== Directions ==
All lines containing the string "JSON" must be copied from the entries.

== Saved entries ==
###

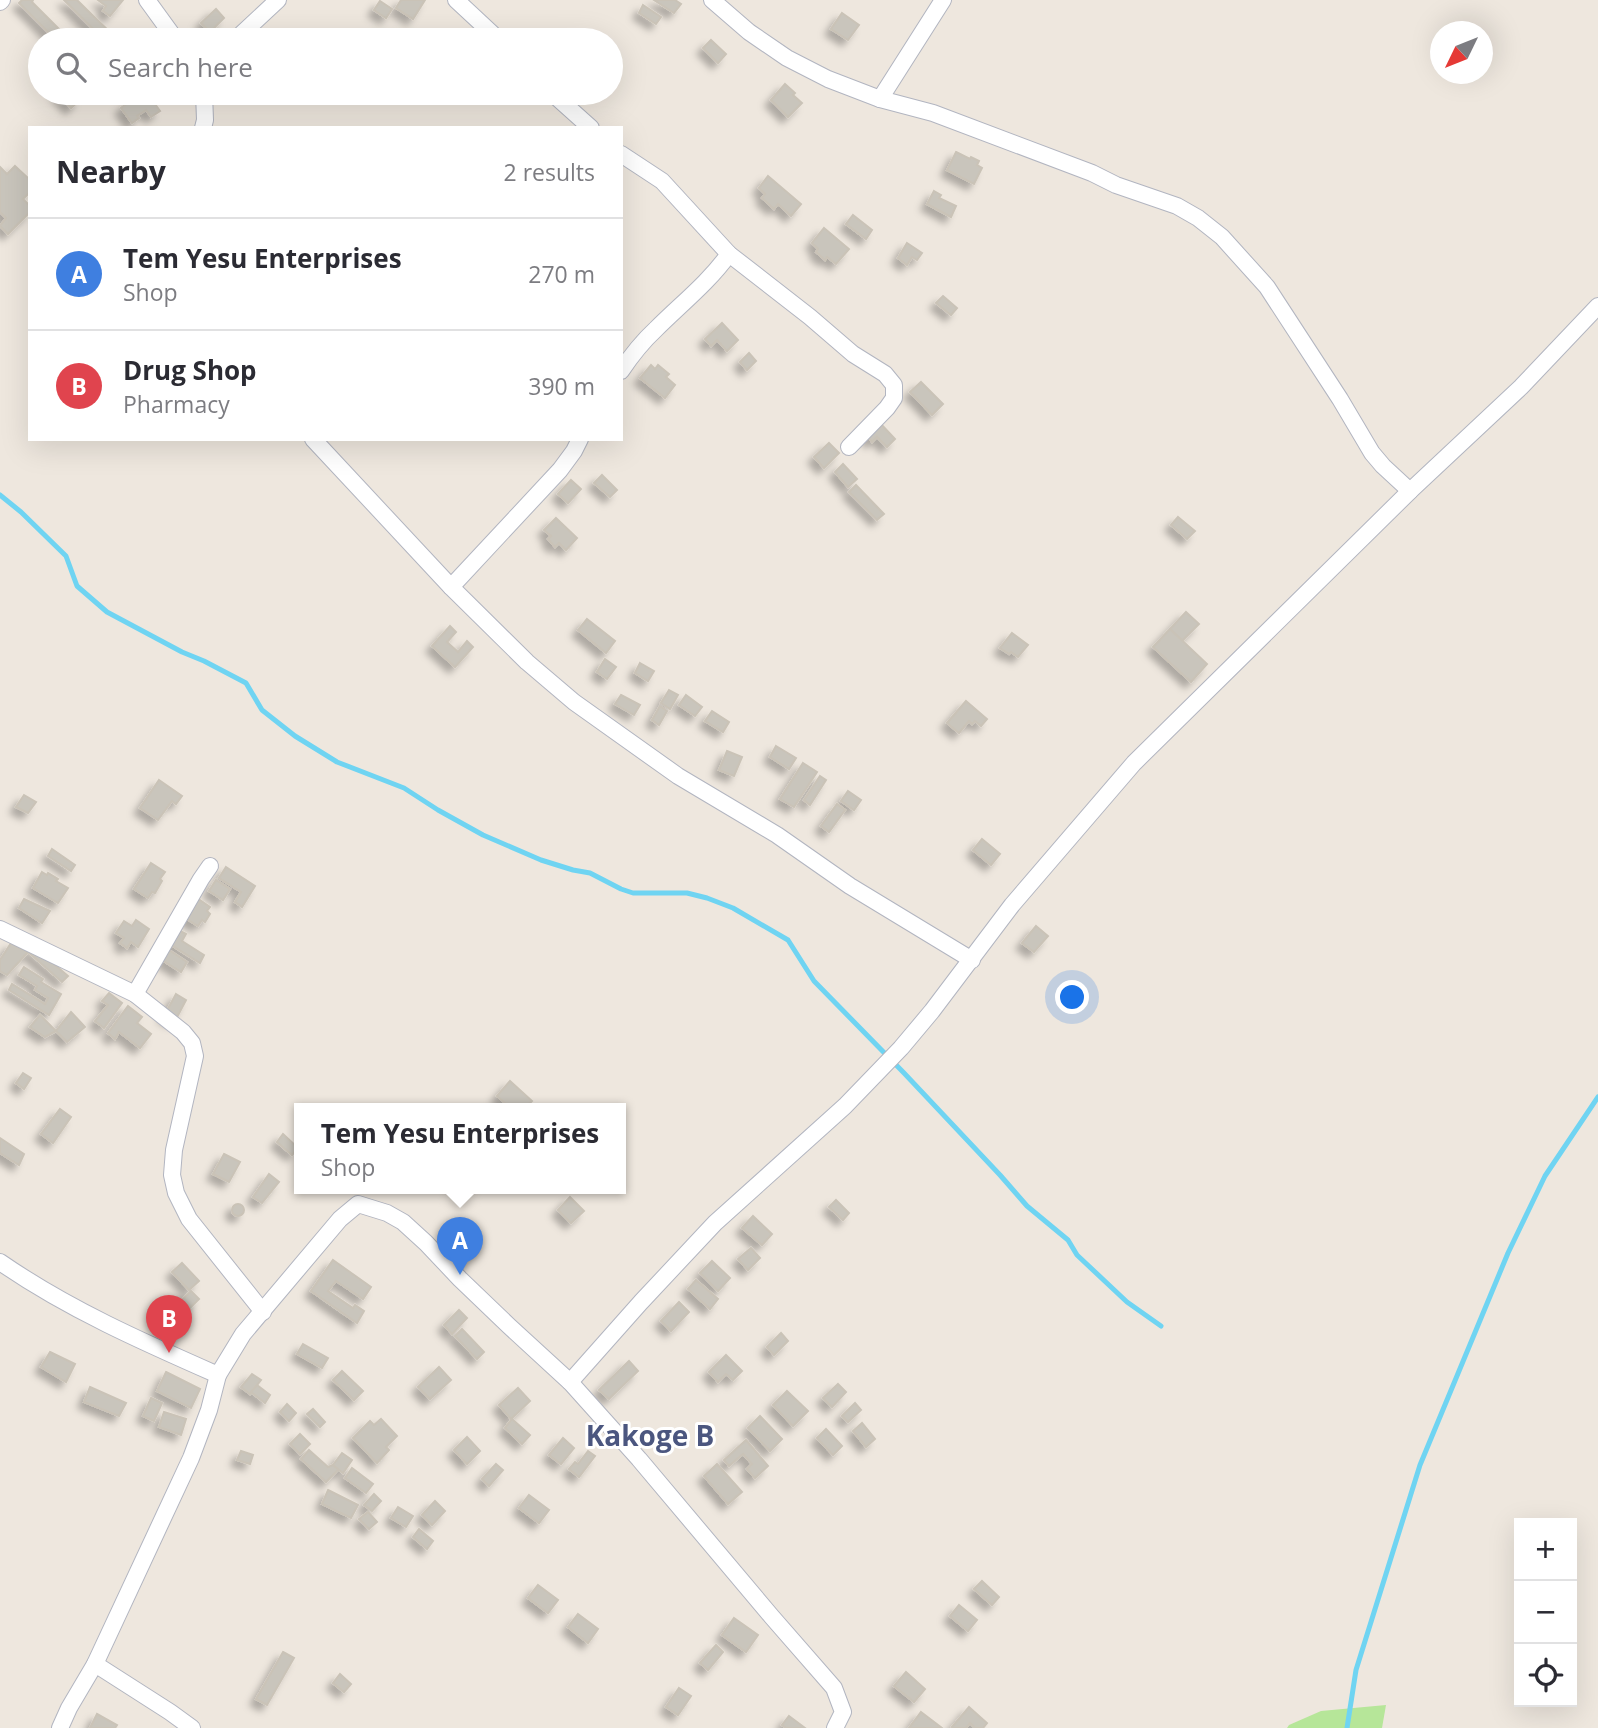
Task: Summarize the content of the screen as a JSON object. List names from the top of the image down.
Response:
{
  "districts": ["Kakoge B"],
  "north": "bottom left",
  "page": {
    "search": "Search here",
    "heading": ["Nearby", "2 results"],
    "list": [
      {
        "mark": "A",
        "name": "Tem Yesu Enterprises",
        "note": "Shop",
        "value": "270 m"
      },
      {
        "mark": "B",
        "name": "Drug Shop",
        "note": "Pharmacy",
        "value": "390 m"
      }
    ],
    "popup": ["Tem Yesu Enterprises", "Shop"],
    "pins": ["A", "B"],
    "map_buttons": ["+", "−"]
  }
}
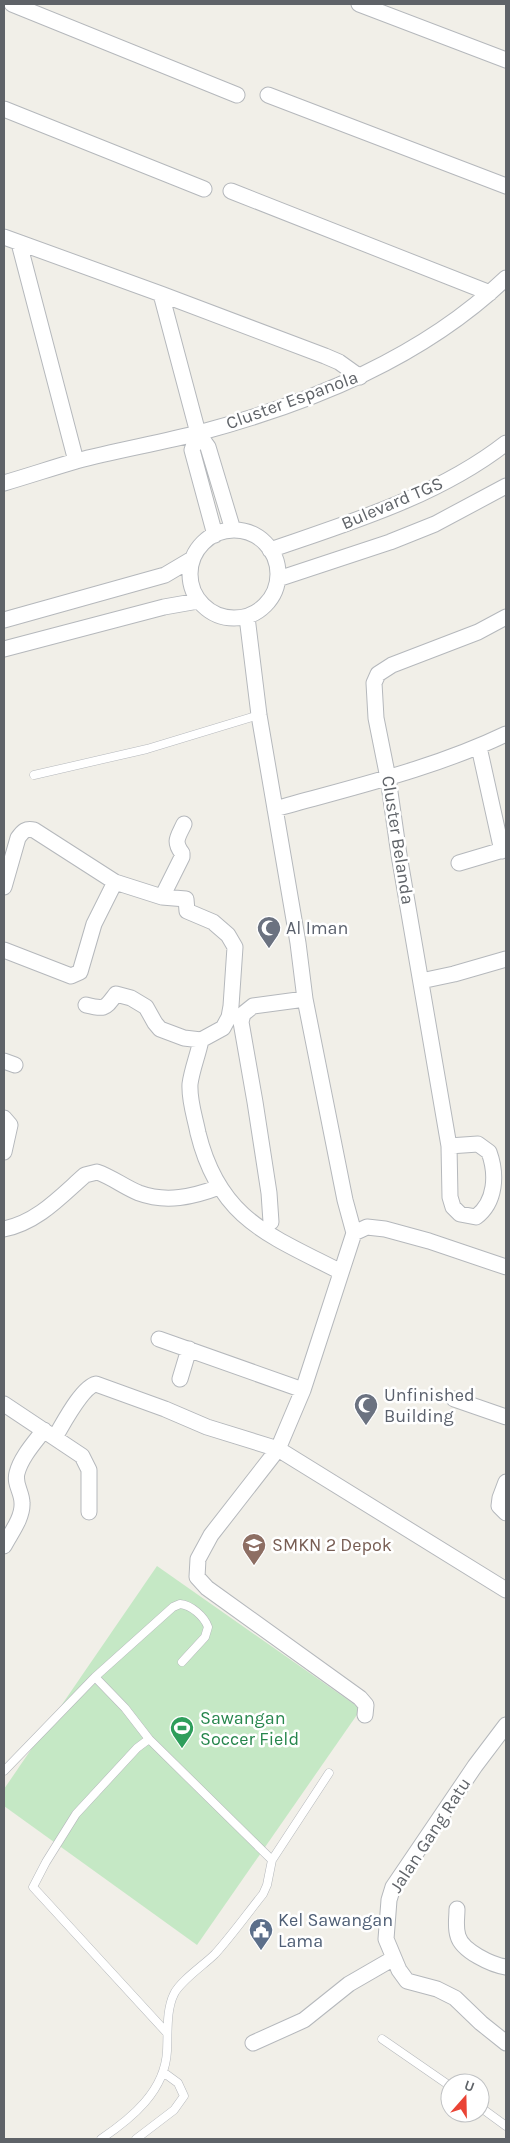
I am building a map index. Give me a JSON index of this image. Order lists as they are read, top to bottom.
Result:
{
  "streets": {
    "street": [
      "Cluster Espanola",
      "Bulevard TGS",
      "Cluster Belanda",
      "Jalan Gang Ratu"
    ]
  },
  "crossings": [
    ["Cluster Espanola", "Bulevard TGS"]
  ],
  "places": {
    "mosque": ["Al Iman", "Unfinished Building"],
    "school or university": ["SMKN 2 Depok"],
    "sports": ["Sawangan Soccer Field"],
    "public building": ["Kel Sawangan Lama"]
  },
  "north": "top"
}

###

== Problem solution ==
Task: Summarize the content of the screen as a JSON object. List names from the top of the image down.
I am building a map index. Give me a JSON index of this image. Order lists as they are read, top to bottom.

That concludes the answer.